Seems pretty safe to say every "core" brand will have the smallest footprint possible. I'd be more concerned with finding the best fit even if it means a few extra mm of sole. Different brands will fit your foot different so the best thing to do is go to a shop and try lots of them on, or order from a place with free or cheap returns. Just don't pull a douche move where you try them on in a store and order them online to save a few bucks.


----------



## jkalhusseini (Oct 21, 2016)

Most definitely avoid Adidas, massive footprint.


----------



## a_human (Aug 31, 2016)

jkalhusseini said:


> Most definitely avoid Adidas, massive footprint.


Same story for Vans. At least the ones I had (Hi Standard). I had to chop out a bunch of rubber around the edge of the soles just so they would fit in my L/XL Unions


----------



## Shreddr (Oct 18, 2016)

jkalhusseini said:


> Most definitely avoid Adidas, massive footprint.


Just not true. I measured them as precise as i could. The Tactical is just as good if not better than the Burton ruler wide.
Maybe in widh the footprint is large but thats not relevant for toe or heeldrag. see screenshot (black = ruler brown = tactical)


----------



## jkalhusseini (Oct 21, 2016)

Shreddr said:


> Just not true. I measured them as precise as i could. The Tactical is just as good if not better than the Burton ruler wide.
> Maybe in widh the footprint is large but thats not relevant for toe or heeldrag. see screenshot (black = ruler brown = tactical)

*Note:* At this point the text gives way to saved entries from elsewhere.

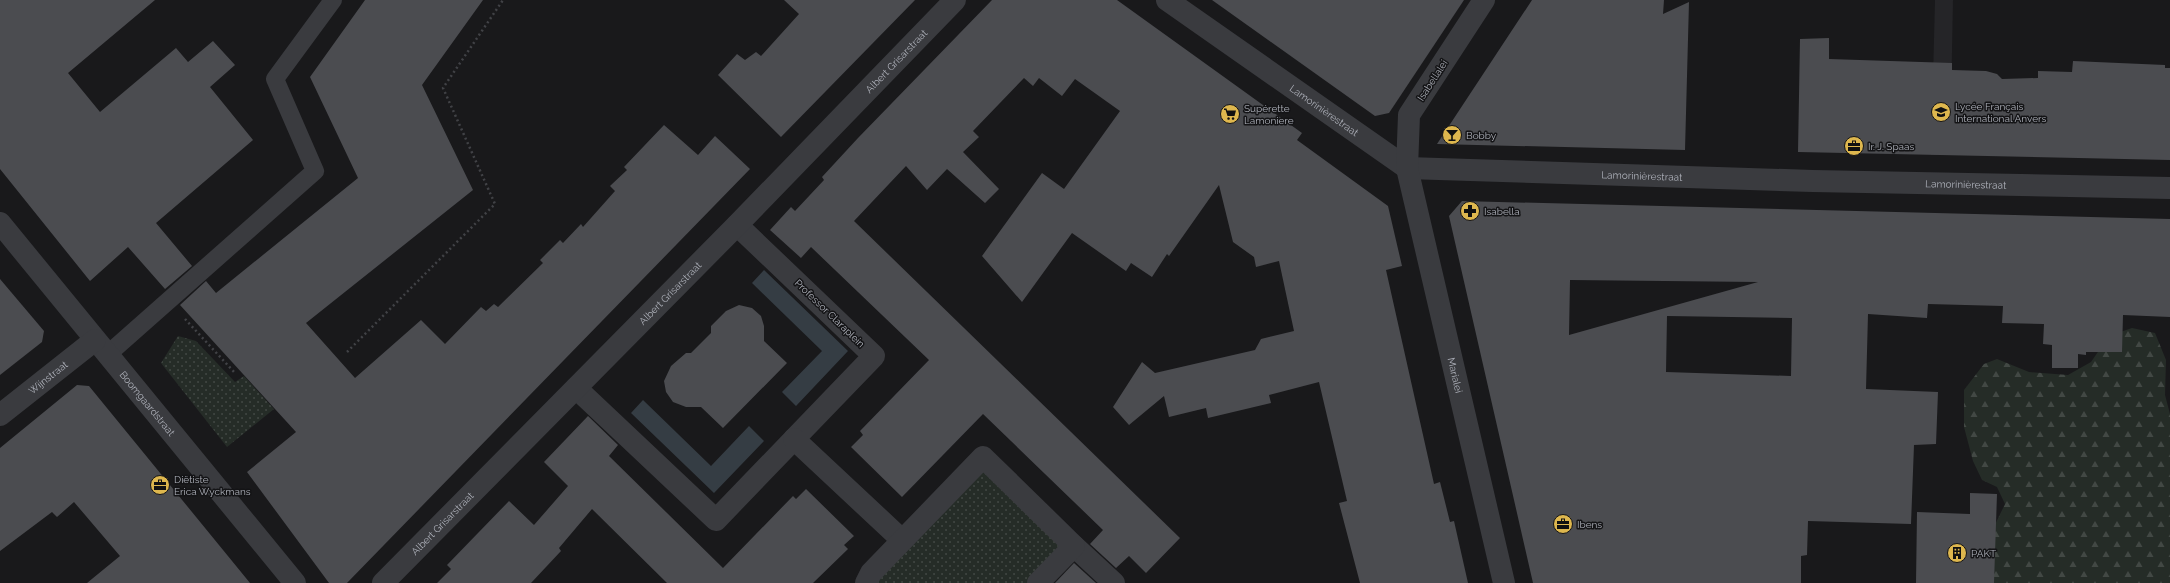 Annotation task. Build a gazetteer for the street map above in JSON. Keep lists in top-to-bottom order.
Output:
{
  "streets": {
    "street": [
      "Albert Grisarstraat",
      "Isabellalei",
      "Lamorinièrestraat",
      "Professor Claraplein",
      "Marialei",
      "Wijnstraat",
      "Boomgaardstraat"
    ]
  },
  "crossings": [
    ["Albert Grisarstraat", "Professor Claraplein"],
    ["Isabellalei", "Lamorinièrestraat"],
    ["Isabellalei", "Marialei"],
    ["Lamorinièrestraat", "Marialei"],
    ["Wijnstraat", "Boomgaardstraat"]
  ],
  "places": {
    "school or university": ["Lycée Français International Anvers"],
    "supermarket": ["Supérette Lamoniere"],
    "bar": ["Bobby"],
    "office": ["Ir. J. Spaas", "Diëtiste Erica Wyckmans", "Ibens"],
    "pharmacy": ["Isabella"],
    "building": ["PAKT"]
  }
}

I just have experience with the 2014 Sambas. Ordered the Tacticals, very hyped to see how they improved. How do you like them?


----------



## Elektropow (Mar 6, 2014)

Smallest ones I've had are the Salomon F4.0's. A good mid flexing boot, maybe too stiff for you though. 

Compared to my Burtons, which are nice, they're enough smaller that I need to re-adjust some of my bindings heel-toe wise.


----------



## joebloggs13 (Feb 28, 2013)

Another vote for Burton. Great reduced footprint tech. I currently ride with the Ion Redwings, which are on the stiffer side.


----------



## Shreddr (Oct 18, 2016)

jkalhusseini said:


> I just have experience with the 2014 Sambas. Ordered the Tacticals, very hyped to see how they improved. How do you like them?


I have to say i really love em! Supportive comfy great heelhold very reduced footprint.
Only downside to me is traditional lace. (i prefer speedlace) but its ok.
They look very bulky from the outside but if you measure them (wich i did against the ruler wide) you´ll see that they are just as good if not better lenghtwise.
I have 30+ on them now and they seem to be well built. But if you have narrow feet it might be the wrong boot for you because they have a roomsy toebox.


----------



## eelpout (Mar 1, 2009)

Speaking of low-profile and Salomon, did they "boot" the F-Series for this season? No more fused-linings for them?


----------



## Coleguild (Jan 29, 2017)

I've ridden older f series boots and loved them.. seemed pretty low profile even for today's standards I would give them a shot if you found a pair


----------